Every line below between the line holding "M242,376l537,-63" and the line holding "M182,292l14,3h25l76,-4 406,-53c11,0 24,-3", inclusive, should be repeated exactly, and all other lines omitted.

◇ ◇ ◇

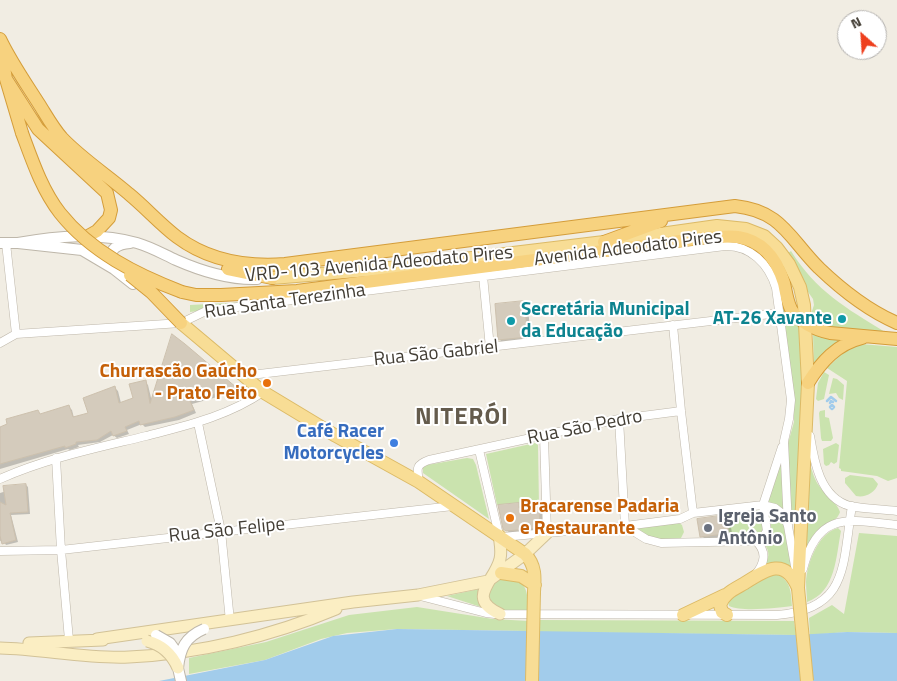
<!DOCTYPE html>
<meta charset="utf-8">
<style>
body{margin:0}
#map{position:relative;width:897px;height:681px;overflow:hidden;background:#f1ede3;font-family:"Titillium Web",sans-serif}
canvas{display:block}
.north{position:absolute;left:837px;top:10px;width:50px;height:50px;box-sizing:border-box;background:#fff;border:1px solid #b3b1ae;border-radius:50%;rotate:334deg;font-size:14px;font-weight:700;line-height:20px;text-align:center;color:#423d34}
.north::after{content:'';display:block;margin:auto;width:18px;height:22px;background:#ee3f1d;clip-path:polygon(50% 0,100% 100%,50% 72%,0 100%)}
</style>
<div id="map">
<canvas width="897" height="681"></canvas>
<div class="north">N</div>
</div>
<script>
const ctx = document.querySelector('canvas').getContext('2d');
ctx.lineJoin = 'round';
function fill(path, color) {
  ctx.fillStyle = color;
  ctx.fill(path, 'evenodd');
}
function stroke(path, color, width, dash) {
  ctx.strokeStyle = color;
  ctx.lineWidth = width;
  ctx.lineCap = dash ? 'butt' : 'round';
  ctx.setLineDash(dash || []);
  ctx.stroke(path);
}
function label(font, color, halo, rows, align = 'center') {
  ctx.font = font + ' "Titillium Web",sans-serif';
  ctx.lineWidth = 4;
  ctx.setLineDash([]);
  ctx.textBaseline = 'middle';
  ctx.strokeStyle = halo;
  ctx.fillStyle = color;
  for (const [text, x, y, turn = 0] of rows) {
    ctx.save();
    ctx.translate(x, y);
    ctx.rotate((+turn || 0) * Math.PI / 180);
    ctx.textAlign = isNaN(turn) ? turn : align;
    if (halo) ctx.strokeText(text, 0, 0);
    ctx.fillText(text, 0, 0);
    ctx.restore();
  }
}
fill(new Path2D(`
 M735,240l26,9 43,79 -6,186h-7l-4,-67 7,-25v-23l-23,-130c-7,-13 -17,-21 -31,-25l-550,68v-7l57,-3z
 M791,251c25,40 55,57 94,81l-55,-5 -19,-6 -1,-4 4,-12 -1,-6 -7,-10 -18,-36z
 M813,334l35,5 -34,31z
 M861,344l36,3v131l-9,3 -11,-5 -36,-5v-2l-2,-1 8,-87 -20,-13 18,-17z
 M824,372l5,3 -5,24 -6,2 -2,-2 2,-16z
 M833,378l4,1 7,6 -1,15 -4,-2 -3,-5 -7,1z
 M825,410v7l4,1 4,20 -2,3h-9l-1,-3 -2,-25 1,-2z
 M535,443l3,2 1,61 -20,2 -1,-5 -21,2 -11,-51z
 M836,443l3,2 -2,17 -3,2 -3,-2 -2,3 -3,1 -2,-2 -1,-15z
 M782,453l4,60 -10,-9 -10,-1z
 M467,458l6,1 3,6 13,54 -66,-46v-5l4,-3z
 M809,461c3,9 5,19 11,26 6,9 17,15 20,25 -3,10 -18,15 -25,22 -3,4 -6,10 -9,14z
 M850,475l23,3 5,6c-3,9 -13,14 -22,12l-11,-13v-5z
 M761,508l5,20 -4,9 -32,3 -4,-30z
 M768,510c21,4 21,42 24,60l-27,-5c5,-9 5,-16 -4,-24 15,-8 9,-17 7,-31z
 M676,521l6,4 2,7 -4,8h-26l-23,-13z
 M838,528l3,3c-5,25 -5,61 -34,71 0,-6 -1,-13 -1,-20 1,-18 12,-49 32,-54z
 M859,533l38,3v97l-50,-1 -37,3 -1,-17 23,-13 12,9z
 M778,574c13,8 13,18 14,32 -14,2 -51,6 -63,0l-1,-4 1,-4 38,-23z
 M498,579c26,0 30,5 30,31h-26l-13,-9 -1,-13z
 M479,589v9l5,10 -37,-12z
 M417,607l76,12 36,2 -1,10 -131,-2 -50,4 -26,6 -56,21 -76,14v-16l77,-16 83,-27z
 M539,620l255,1 2,14 -257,-3z`), '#cae3ae');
fill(new Path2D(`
 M397,629l399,6 51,-3 50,1v48h-738l106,-21 68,-24z`), '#a2cceb');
fill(new Path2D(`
 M524,303l4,4 3,34 -27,3 -4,-4z
 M185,345l54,46 -47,13 4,9 -17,7 -34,7 -3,-3 -15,6 2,4 -12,4 -4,-3 -13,7 -22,3 1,2 -9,3 -2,-1 -68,20v-41l38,-16 3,3 27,-9 4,4 2,8 16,-4 25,-26 3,3 3,12 14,-5 10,-16 3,3 4,17z
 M26,485l2,2 2,27 -19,1 7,27 -12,3 -3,-5 -3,1v-48z
 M518,504l3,5 18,-2 3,3v21l-32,2 -5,-4z
 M726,516l4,4 2,14 -4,1v3l-22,2 -4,-4z`), '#0003');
stroke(new Path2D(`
 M827,401l4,-4 5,4
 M830,403l1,-2 2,1
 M832,405l2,2 -2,2 -2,-2z`), '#a2cceb', 2.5);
const building = new Path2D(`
 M524,301l4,36 -30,3 -3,-36z
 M172,334l13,10 52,44 -47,13 4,9 -19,7 -35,8 -1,-4 -14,6 2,4 -14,5 -2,-5 -14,9 -21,2v2l-11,4v-2l-65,18v-37l7,-3 -1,-5 32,-9 2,4 29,-9 4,12 15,-4 -5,-15 32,-12 4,17 14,-5 -4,-14 17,-4 4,23z
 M26,484l2,28 -18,1 6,27 -14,4 -2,-8v-34l6,3 -3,-19z
 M519,503v5l20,-2 1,22 -34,3 -3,-2 -5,-24z
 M726,515l2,16h-3v3l-25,3 -3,-18z`);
fill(building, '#d4cbbc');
stroke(building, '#ccc0ad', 1);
const minor = new Path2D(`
 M6,243l10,91
 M483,276l7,72
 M673,325l8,86 12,102
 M0,343l16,-9 165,-11 25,-12 15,-2 504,-63c25,-1 44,18 51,42l15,112 -2,19 -5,22 4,85
 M242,376l537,-63
 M619,419l6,107 21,13 15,4 95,-2 7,-4 4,-6 -4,-26 19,-58
 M198,423l23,108 9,90
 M544,436l3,97
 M810,436c4,25 10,62 40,70 15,3 32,3 47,5
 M479,450l20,85
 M56,458l5,92 8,90
 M0,479c47,-21 97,-31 146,-43 42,-11 82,-20 117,-44
 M419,482c-2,-13 -4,-17 10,-22l190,-41 62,-8
 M502,537l123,-11 55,-7 13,-6 70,-8 12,3 9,7 4,11 7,40
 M0,551l61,-1 392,-44
 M803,569c15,-59 46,-49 94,-44
 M756,574c9,-12 11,-22 0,-33
 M420,596l66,17 9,1 282,1c73,-6 65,-51 75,-109`);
const tertiary = new Path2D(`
 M0,243h18l64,7 32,19 19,15
 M18,243c39,-7 81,-11 119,0 14,4 26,11 39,17 25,11 53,20 81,19
 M112,263c-4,-14 5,-19 18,-20
 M178,668l3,13`);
const secondary = new Path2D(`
 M499,535c1,8 3,16 1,24 -5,22 -35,39 0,55
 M97,639l256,-37 65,-7 70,-14 37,-27 22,-21
 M29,643l74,-3
 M0,648c43,1 86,11 129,9 70,-3 143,-21 207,-48`);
const primary = new Path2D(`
 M272,278l109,-9 223,-27 113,-16 29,3 18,7 13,12 12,16 11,23 4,18 4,78 -10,205
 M181,323l82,69 73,44 83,46 106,72c11,11 10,24 9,38
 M501,573l20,3 14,9
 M683,615l42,-20
 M727,615l-5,-3 -2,-7c4,-12 15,-16 25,-22 22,-14 40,-26 53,5`);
const trunk = new Path2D(`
 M0,39c11,23 25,43 39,65 7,11 14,24 23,34 20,21 45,37 67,56 17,14 31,30 48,43 32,24 69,30 108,27l450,-58c47,5 54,32 84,62 23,22 48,42 78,55
 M1,50l5,29 16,54
 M6,79l32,50 69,64 4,17 -2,8 -12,13 -9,5
 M604,242l57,-21
 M228,269l44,9
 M182,292l14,3h25l76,-4 406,-53c11,0 24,-3 35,-1 26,4 39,23 46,46 2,9 3,18 7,26 7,13 25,21 39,24l67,6
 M808,383c13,-21 29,-39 54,-45`);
stroke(minor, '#beb7aa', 9);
stroke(tertiary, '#beb7aa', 12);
stroke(secondary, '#d2c297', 13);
stroke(primary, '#dcba66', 14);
stroke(trunk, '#d49d3a', 14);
stroke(minor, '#fff', 8);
stroke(tertiary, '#fff', 10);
stroke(secondary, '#fbeec3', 11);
stroke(primary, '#f8dd95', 12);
stroke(trunk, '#f7d27f', 12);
const tertiaryBridge = new Path2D(`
 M156,635l14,8 10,14
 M178,668c2,-19 7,-31 26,-39`);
const secondaryBridge = new Path2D(`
 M147,641c16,4 25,13 31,27`);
const primaryBridge = new Path2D(`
 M798,588l9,93
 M532,681l2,-89`);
const trunkBridge = new Path2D(`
 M22,133c10,27 20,57 38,80 31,39 77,62 122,79
 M130,275l21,17 30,31`);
stroke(tertiaryBridge, '#beb7aa', 12, []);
stroke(secondaryBridge, '#d2c297', 13, []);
stroke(primaryBridge, '#dcba66', 14, []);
stroke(trunkBridge, '#d49d3a', 14, []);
stroke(tertiaryBridge, '#fff', 10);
stroke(secondaryBridge, '#fbeec3', 11);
stroke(primaryBridge, '#f8dd95', 12);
stroke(trunkBridge, '#f7d27f', 12);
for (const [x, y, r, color] of [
 [842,319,5,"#0f9aa8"],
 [511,321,5,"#0f9aa8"],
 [267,383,5,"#e8710a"],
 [394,443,5,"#3f7fe0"],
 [510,518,5,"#e8710a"],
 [708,528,5,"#6b7280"]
]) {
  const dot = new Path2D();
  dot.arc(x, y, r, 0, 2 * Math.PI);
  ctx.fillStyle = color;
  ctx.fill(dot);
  stroke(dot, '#fff', 2);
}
label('19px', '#423d34', '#fff', [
 ["Avenida Adeodato Pires",628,249,-7],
 ["VRD-103 Avenida Adeodato Pires",379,265,-5],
 ["Rua Santa Terezinha",285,302,-8],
 ["Rua São Gabriel",436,354,-6],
 ["Rua São Pedro",585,428,-11],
 ["Rua São Felipe",227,531,-6]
]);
label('bold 19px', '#0d838f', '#fff', [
 ["Secretária Municipal",521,310],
 ["da Educação",521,332],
 ["AT-26 Xavante",832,319,"right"]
], 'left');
label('bold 19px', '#c56008', '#fff', [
 ["Churrascão Gaúcho",257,372],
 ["- Prato Feito",257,394],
 ["Bracarense Padaria",520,507,"left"],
 ["e Restaurante",520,529,"left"]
], 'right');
label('bold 19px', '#366cbe', '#fff', [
 ["Café Racer",384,432],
 ["Motorcycles",384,454]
], 'right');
label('bold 19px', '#5b616d', '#fff', [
 ["Igreja Santo",718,517],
 ["Antônio",718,539]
], 'left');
ctx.letterSpacing = '1px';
label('bold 24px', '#645b4c', '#fff', [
 ["NITERÓI",462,418]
]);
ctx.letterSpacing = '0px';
</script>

◇ ◇ ◇

OUTPUT OF THE EXERCISE ->
 M242,376l537,-63
 M619,419l6,107 21,13 15,4 95,-2 7,-4 4,-6 -4,-26 19,-58
 M198,423l23,108 9,90
 M544,436l3,97
 M810,436c4,25 10,62 40,70 15,3 32,3 47,5
 M479,450l20,85
 M56,458l5,92 8,90
 M0,479c47,-21 97,-31 146,-43 42,-11 82,-20 117,-44
 M419,482c-2,-13 -4,-17 10,-22l190,-41 62,-8
 M502,537l123,-11 55,-7 13,-6 70,-8 12,3 9,7 4,11 7,40
 M0,551l61,-1 392,-44
 M803,569c15,-59 46,-49 94,-44
 M756,574c9,-12 11,-22 0,-33
 M420,596l66,17 9,1 282,1c73,-6 65,-51 75,-109`);
const tertiary = new Path2D(`
 M0,243h18l64,7 32,19 19,15
 M18,243c39,-7 81,-11 119,0 14,4 26,11 39,17 25,11 53,20 81,19
 M112,263c-4,-14 5,-19 18,-20
 M178,668l3,13`);
const secondary = new Path2D(`
 M499,535c1,8 3,16 1,24 -5,22 -35,39 0,55
 M97,639l256,-37 65,-7 70,-14 37,-27 22,-21
 M29,643l74,-3
 M0,648c43,1 86,11 129,9 70,-3 143,-21 207,-48`);
const primary = new Path2D(`
 M272,278l109,-9 223,-27 113,-16 29,3 18,7 13,12 12,16 11,23 4,18 4,78 -10,205
 M181,323l82,69 73,44 83,46 106,72c11,11 10,24 9,38
 M501,573l20,3 14,9
 M683,615l42,-20
 M727,615l-5,-3 -2,-7c4,-12 15,-16 25,-22 22,-14 40,-26 53,5`);
const trunk = new Path2D(`
 M0,39c11,23 25,43 39,65 7,11 14,24 23,34 20,21 45,37 67,56 17,14 31,30 48,43 32,24 69,30 108,27l450,-58c47,5 54,32 84,62 23,22 48,42 78,55
 M1,50l5,29 16,54
 M6,79l32,50 69,64 4,17 -2,8 -12,13 -9,5
 M604,242l57,-21
 M228,269l44,9
 M182,292l14,3h25l76,-4 406,-53c11,0 24,-3 35,-1 26,4 39,23 46,46 2,9 3,18 7,26 7,13 25,21 39,24l67,6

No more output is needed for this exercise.